È in contatto con i giovani dell'”Abbaye de Créteil” e con la «Nouvelle Revue Française» di André Gide.
Pubblica giovanissimo le sue prime poesie L’âme des hommes (1904) e La vie unanime (1908). Ma a dargli notorietà è soprattutto il teatro, con Monsieur Le Trouhadec saisi par la débauche (1923) e Knock ou Le triomphe de la Médecine (1923).

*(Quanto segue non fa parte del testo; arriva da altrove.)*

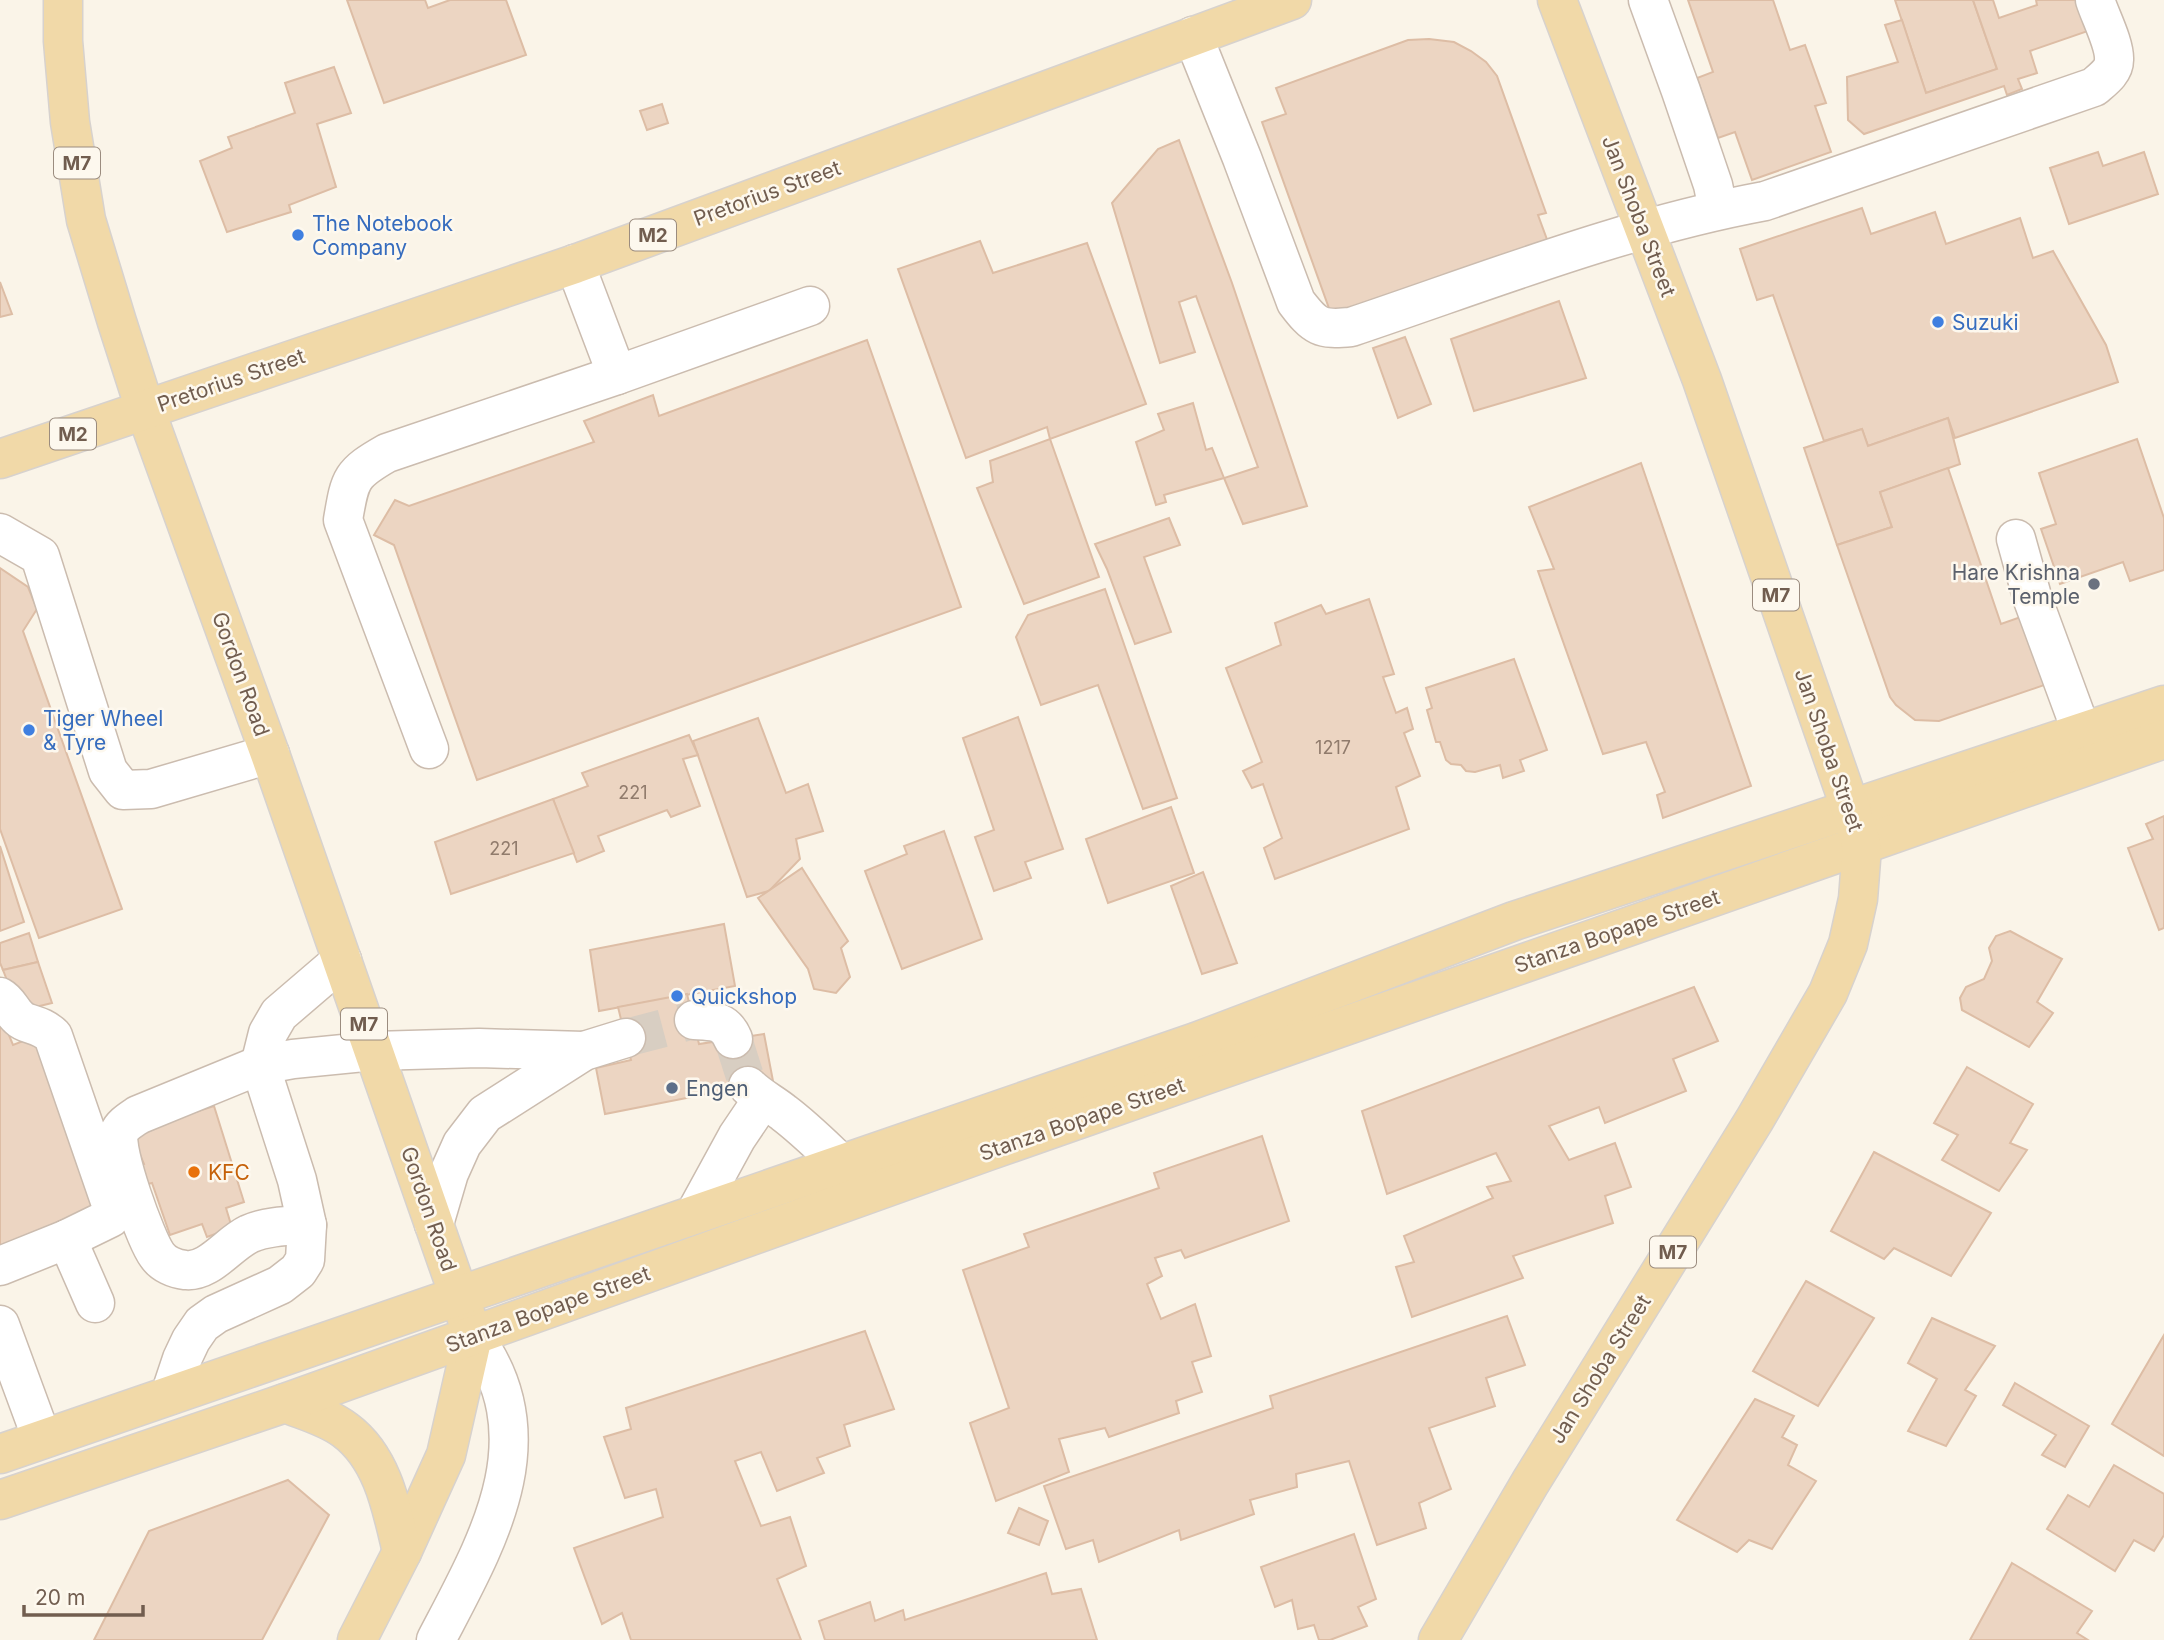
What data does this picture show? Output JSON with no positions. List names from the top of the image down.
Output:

Insieme a Luigi Pirandello e George Bernard Shaw, è uno dei drammaturghi più rappresentati del suo tempo.

Pacifista, sostenitore di Daladier e quindi del Fronte Popolare, espatria negli USA e poi in Messico al tempo di Pétain.
Nel 1946 è accolto all’Académie française. Una vita culturalmente intensa e prolifica, carica di altissimi riconoscimenti che tuttavia non lo preservarono da un sordo oblio appena dopo la sua scomparsa.
Tra le sue numerosissime opere ricordiamo i romanzi Mort de quelqu’un (1911) e Les copains (1913), e il ciclo Les hommes de bonne volonté (1932-1946).

Di Jules Romains Liberilibri ha pubblicato Knock o Il trionfo della medicina (2007); Cromedeyre-le-Vieil (2009); e Donogoo (2012).